Healthy every day
Exhaustion, headaches and sinus pressure were the norm for Lindsay Morris. But when she finally discovered the easy-to-avoid culprit, she quickly regained her energy—and her life
The bathroom secret that cures a sneaky allergy that affects 65 percent of women
Just keep your eyes open… do not fall asleep, Lindsay said to herself as she sat front and center in an important meeting, desperately trying not to doze off. “I was so tired and my head was aching. I didn’t know how I was going to get through the next 5 minutes of the meeting, let alone the rest of my busy workday. I used to arrive at work at 9 in the morning, ready to tackle the day and juggle deadlines, but lately I’d been dragging myself through life, and I didn’t think I could keep it up with the demands of my newspaper job. It was time to face facts: I needed to quit.
Sick of feeling tired
“I always prided myself on being a healthy eater and a strong person. I was a good Midwestern girl from the dairy state, where there was a ton of advertising to remind us to drink enough milk, so I felt confident that I was getting the nutrients my body needed. But despite my healthy diet, I suffered from low energy and chronic sinus infections. I was given antibiotics on and off for 10 years and thought I’d get better with time and treatment, but I didn’t. I developed piercing sinus pressure and persistent headaches. Ibuprofen didn’t help. Every morning I woke up feeling foggy and unrested, and though I started each day off right with a bowl of cereal, I never had the energy that seemed to come naturally to the people around me.
“When I went to the doctor and said I was desperate for relief, I was told it was only sinusitis. He dismissed my concerns saying, ‘You’ll just have to live with it.’
“I wasn’t about to just ‘live with it,’ though, so I became a vegetarian and ate only clean foods like fruit, veggies, nuts and dairy in the hopes that it would restore my energy and help me feel better overall. It didn’t. And then a mysterious new symptom appeared: The skin inside my throat felt like it was crawling. I took overthe-counter antihistamines, but they made me feel even more groggy.

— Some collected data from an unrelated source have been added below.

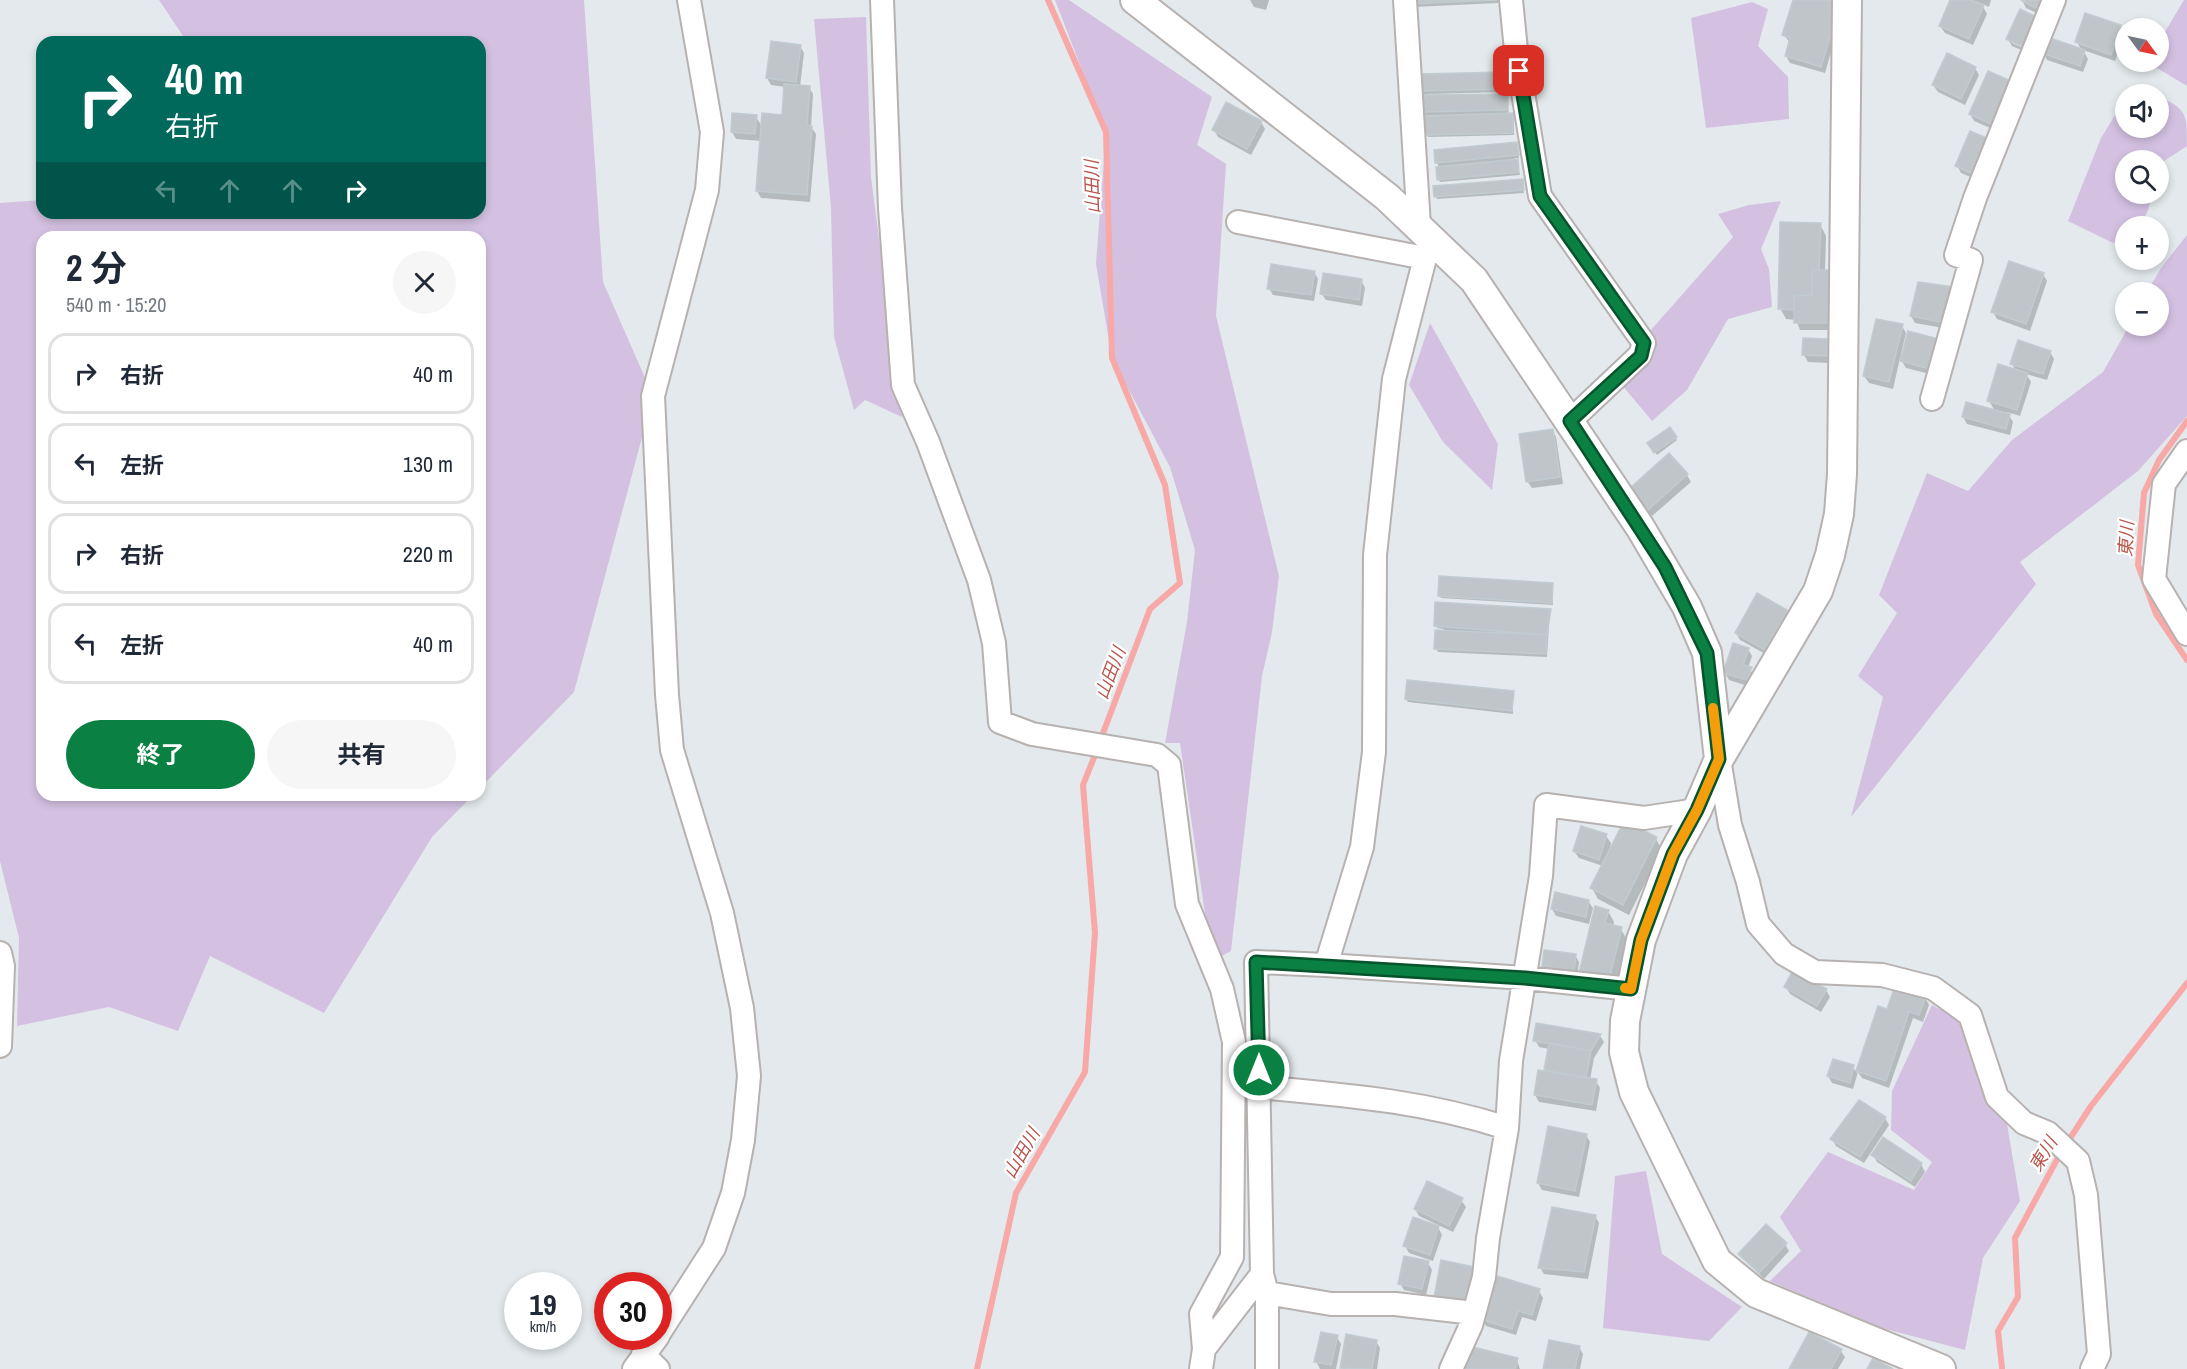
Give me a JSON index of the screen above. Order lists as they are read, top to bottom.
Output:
{
  "water": ["山田川", "東川"],
  "north": "bottom right",
  "page": {
    "map_buttons": ["+", "−"],
    "turn": ["40 m", "右折"],
    "heading": ["2 分", "540 m · 15:20"],
    "list": [
      {
        "name": "右折",
        "value": "40 m"
      },
      {
        "name": "左折",
        "value": "130 m"
      },
      {
        "name": "右折",
        "value": "220 m"
      },
      {
        "name": "左折",
        "value": "40 m"
      }
    ],
    "buttons": ["終了", "共有"],
    "speed": "19 km/h",
    "limit": "30"
  }
}
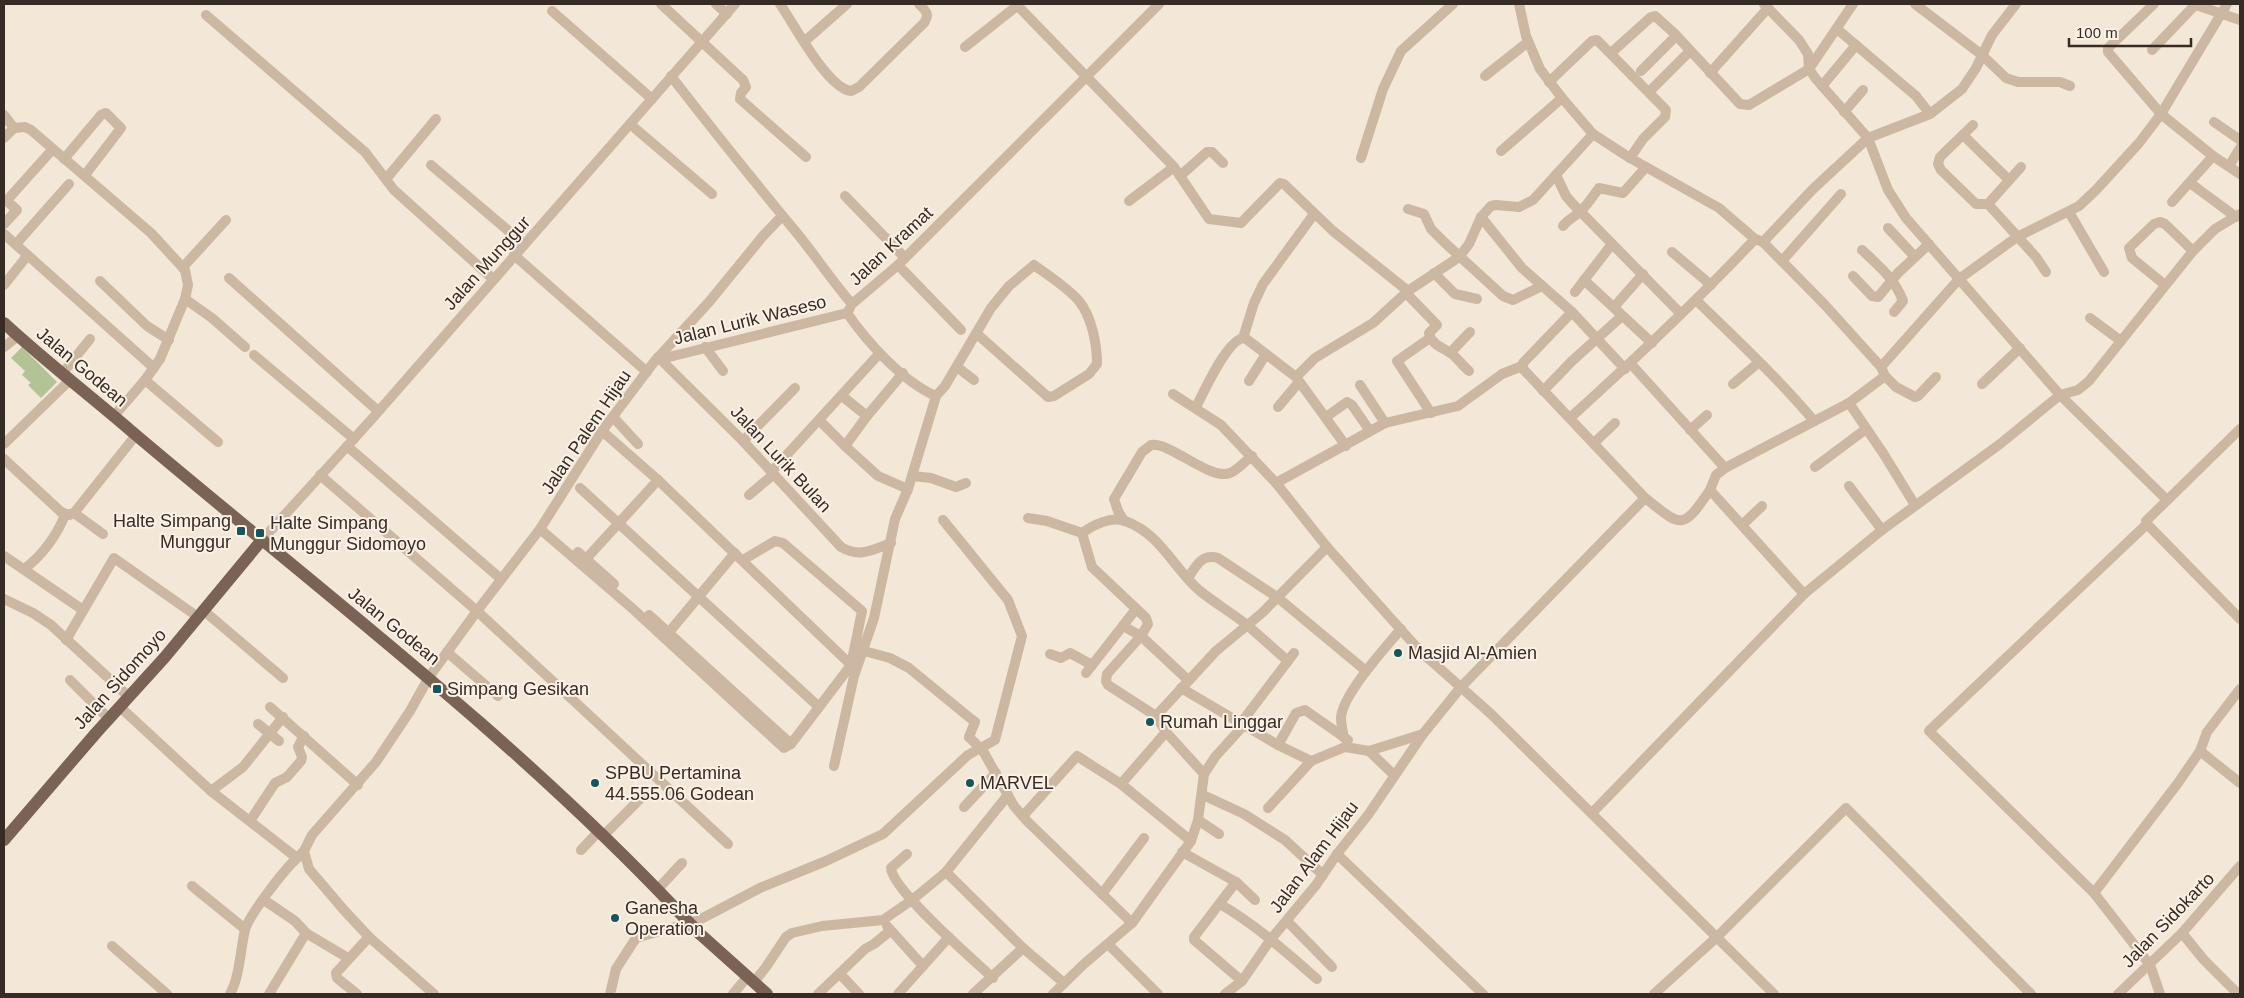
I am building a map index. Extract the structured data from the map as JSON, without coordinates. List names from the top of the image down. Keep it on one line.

“I didn’t just feel sick, I looked sick. My face was swollen and I had what looked like an unattractive Adam’s apple. I was scared and didn’t know where to turn. Had the doctors missed a thyroid condition or a cyst? It was the most stressful time of my
life. I became convinced something terrible—even terminal—was wrong.
A simple answer
“I ended up going to see a new doctor who asked, ‘Are you drinking milk?’ I proudly beamed, ‘Yup, I drink four glasses a day.’ I thought she was going to give me a gold star, but to my surprise she said, ‘Well cut it out!’
“The doctor suspected I had a sensitivity to casein, a protein in dairy. My history of chronic stress could have played a role in my sensitivity. She recommended I try an elimination diet—avoiding dairy for 14 days—to see if my symptoms vanished. I couldn’t imagine something I thought was beneficial had been making me sick for decades, but I followed the doctor’s orders.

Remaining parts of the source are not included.